Drone attacks on Saudi Arabia’s oil facilities are costing China another $97 million a day as the largest customer of Saudi Arabia, and the world’s biggest crude oil importer.
The Sept. 14 attack by ten armed drones on state-owned Aramco’s Khurais oilfield was launched from over 745 miles (1,200 kilometers) away by Houthi rebels in Yemen. Huge fires were quickly brought under control, but the attacks slashed world supplies by about 5.7 million barrels a day. The Khurais oilfield produces one percent of the world’s oil and Abqaiq is the company’s largest oil-processing facility, with the capacity to refine 7 percent of the global supply.

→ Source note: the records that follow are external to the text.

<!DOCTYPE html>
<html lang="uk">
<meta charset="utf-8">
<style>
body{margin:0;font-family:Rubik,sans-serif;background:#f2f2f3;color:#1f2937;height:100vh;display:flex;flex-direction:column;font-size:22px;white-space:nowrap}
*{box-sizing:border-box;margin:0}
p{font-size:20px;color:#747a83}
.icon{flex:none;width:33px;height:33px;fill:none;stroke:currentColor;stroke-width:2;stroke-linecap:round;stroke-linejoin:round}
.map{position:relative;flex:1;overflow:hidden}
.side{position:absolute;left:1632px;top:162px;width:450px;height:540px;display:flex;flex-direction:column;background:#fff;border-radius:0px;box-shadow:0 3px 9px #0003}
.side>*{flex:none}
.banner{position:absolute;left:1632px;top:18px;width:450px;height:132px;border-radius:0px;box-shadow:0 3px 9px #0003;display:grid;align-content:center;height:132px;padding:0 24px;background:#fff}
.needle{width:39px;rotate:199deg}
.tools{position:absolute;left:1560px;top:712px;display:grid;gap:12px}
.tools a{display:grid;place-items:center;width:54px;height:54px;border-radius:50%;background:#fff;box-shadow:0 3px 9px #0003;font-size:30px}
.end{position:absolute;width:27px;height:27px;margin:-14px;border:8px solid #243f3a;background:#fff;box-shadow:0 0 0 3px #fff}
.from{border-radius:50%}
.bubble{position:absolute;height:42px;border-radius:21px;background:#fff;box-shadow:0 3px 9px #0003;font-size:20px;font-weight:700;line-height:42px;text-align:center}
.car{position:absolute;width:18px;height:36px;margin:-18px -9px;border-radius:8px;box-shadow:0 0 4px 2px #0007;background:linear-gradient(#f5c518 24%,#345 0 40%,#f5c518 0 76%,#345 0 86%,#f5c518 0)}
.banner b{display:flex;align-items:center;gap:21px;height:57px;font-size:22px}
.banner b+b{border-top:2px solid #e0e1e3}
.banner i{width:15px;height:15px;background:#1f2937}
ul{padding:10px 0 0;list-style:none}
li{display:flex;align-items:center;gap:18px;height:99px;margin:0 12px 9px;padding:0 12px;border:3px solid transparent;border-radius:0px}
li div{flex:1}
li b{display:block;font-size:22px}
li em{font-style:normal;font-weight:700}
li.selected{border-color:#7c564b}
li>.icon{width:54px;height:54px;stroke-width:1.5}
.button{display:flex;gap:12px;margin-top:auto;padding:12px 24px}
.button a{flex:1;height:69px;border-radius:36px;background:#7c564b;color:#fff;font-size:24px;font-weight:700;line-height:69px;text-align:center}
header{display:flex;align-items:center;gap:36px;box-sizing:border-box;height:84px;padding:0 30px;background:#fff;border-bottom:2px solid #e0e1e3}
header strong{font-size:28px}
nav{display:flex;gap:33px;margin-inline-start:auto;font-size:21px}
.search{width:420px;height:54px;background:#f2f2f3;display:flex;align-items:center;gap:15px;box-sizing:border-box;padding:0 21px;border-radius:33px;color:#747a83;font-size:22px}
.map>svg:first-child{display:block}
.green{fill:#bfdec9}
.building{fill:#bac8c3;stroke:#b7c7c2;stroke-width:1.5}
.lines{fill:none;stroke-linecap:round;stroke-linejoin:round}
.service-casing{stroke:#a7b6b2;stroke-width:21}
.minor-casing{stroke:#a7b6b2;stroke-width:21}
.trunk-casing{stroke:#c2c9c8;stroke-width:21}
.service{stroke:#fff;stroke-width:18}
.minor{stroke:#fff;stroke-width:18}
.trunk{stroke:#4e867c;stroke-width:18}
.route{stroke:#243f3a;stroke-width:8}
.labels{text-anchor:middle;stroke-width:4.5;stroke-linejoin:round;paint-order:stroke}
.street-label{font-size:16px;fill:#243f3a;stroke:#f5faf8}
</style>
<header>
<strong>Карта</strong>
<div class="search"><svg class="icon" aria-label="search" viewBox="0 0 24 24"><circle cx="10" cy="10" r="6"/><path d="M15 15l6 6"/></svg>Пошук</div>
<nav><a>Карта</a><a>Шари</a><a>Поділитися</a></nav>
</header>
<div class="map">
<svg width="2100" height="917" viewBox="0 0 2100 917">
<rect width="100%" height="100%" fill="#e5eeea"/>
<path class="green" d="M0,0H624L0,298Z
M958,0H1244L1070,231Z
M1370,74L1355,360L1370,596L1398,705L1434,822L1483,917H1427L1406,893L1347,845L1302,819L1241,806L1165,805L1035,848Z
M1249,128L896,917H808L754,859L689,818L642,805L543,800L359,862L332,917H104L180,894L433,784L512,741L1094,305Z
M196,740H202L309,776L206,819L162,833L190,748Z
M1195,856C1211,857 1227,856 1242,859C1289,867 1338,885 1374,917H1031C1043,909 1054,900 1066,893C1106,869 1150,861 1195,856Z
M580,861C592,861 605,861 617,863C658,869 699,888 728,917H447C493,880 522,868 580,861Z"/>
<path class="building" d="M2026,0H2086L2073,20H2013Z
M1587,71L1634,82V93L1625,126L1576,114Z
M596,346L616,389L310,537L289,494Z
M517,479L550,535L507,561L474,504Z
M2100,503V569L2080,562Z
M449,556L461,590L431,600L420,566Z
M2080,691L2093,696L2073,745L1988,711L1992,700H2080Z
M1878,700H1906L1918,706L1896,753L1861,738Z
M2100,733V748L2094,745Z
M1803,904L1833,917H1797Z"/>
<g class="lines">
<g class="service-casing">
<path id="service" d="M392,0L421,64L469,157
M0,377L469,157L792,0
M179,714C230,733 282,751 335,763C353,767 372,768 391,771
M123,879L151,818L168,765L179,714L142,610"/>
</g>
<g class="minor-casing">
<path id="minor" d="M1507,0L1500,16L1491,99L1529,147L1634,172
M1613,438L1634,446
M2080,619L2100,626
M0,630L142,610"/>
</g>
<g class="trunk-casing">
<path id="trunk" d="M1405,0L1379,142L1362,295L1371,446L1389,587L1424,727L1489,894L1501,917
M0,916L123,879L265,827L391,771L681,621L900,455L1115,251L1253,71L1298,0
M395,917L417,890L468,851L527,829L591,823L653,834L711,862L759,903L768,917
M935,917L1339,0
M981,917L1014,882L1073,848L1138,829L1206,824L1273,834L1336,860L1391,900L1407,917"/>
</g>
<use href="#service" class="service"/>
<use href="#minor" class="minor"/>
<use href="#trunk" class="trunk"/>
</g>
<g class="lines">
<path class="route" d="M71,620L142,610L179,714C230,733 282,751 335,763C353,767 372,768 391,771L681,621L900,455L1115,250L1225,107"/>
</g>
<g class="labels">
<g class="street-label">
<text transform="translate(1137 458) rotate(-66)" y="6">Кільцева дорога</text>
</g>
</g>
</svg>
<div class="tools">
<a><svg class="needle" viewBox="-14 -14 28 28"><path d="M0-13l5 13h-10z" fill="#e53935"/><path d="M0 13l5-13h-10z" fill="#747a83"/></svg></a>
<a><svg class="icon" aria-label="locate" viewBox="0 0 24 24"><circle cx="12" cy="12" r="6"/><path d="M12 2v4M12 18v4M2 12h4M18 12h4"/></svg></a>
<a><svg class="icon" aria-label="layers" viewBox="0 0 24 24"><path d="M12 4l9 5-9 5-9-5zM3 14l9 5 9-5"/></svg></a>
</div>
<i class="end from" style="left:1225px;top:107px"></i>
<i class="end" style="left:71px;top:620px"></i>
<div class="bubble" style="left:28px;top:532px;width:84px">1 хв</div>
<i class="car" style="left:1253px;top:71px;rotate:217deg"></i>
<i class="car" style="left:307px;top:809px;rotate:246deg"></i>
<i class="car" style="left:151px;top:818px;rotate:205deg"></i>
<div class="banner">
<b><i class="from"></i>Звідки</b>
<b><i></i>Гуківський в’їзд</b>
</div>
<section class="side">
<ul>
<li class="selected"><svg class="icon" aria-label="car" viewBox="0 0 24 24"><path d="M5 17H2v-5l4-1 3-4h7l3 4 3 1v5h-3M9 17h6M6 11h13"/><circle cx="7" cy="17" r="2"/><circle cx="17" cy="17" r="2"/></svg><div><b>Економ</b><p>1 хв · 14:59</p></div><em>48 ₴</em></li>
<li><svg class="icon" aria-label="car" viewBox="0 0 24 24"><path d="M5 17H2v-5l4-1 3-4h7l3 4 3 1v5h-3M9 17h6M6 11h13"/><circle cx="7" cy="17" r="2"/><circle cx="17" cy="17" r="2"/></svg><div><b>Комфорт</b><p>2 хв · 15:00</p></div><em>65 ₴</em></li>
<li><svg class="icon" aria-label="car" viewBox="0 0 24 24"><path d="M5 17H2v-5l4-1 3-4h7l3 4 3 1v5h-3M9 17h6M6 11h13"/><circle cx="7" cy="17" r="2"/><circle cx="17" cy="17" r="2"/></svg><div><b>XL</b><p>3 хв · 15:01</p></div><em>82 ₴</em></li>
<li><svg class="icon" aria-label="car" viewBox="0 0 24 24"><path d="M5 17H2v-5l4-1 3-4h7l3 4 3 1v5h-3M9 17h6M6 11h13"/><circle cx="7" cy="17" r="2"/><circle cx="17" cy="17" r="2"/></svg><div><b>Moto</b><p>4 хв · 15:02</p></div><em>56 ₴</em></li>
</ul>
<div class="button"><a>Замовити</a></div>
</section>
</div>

China became the world’s largest oil importer in 2017 and imports hit a record 9.85 million barrels per day (bpd) in August, up 9.6 percent from the prior year. According to TankerTrackers.com, which monitors shipments based on satellite images and radio transponders, China imports rose from 921,811 bpd in August of 2018 to 1,802,788 bpd in July 2019. That equaled 25 percent of Saudi Arabia’s exports of 7.3 million bpd.
The crude oil international standard price referred to as “Brent Crude” jumped by 14 percent on Sept. 16 from $60.22 per barrel to about $68.07 per barrel. The Shanghai Futures Exchange quoted price for Brent Crude is trading at a $2.20 premium price of $70.27 per barrel, due to China’s heavy reliance on Saudi Arabian imports.
The National Interest commented that it is unclear if the attackers used drones or possibly cruise missiles to penetrate “what should have been some of the most well-defended—or at least the most secure—airspace in the world.”
The U.S. Fifth Fleet is based about 62 miles from Abqaiq in Bahrain and patrols the Persian Gulf. America also operates airbases and military facilities equipped with fully-integrated air defense systems featuring 93-mile radar ranges along the western Gulf stretching from Kuwait to the UAE. Saudi airspace is rated as especially well-defended by U.S. air-defense systems like the Patriot surface-to-air missile system.
General David Perkins, the commander of the U.S. Army Training and Doctrine Command spoke at the Association of the U.S. Army’s Global Force Symposium in March and said that “a very close” U.S. ally used a $3.4 million Patriot missile to take down a $200 consumer drone. General Perkins called the move an uneconomic “overkill,” but that was before the latest attack.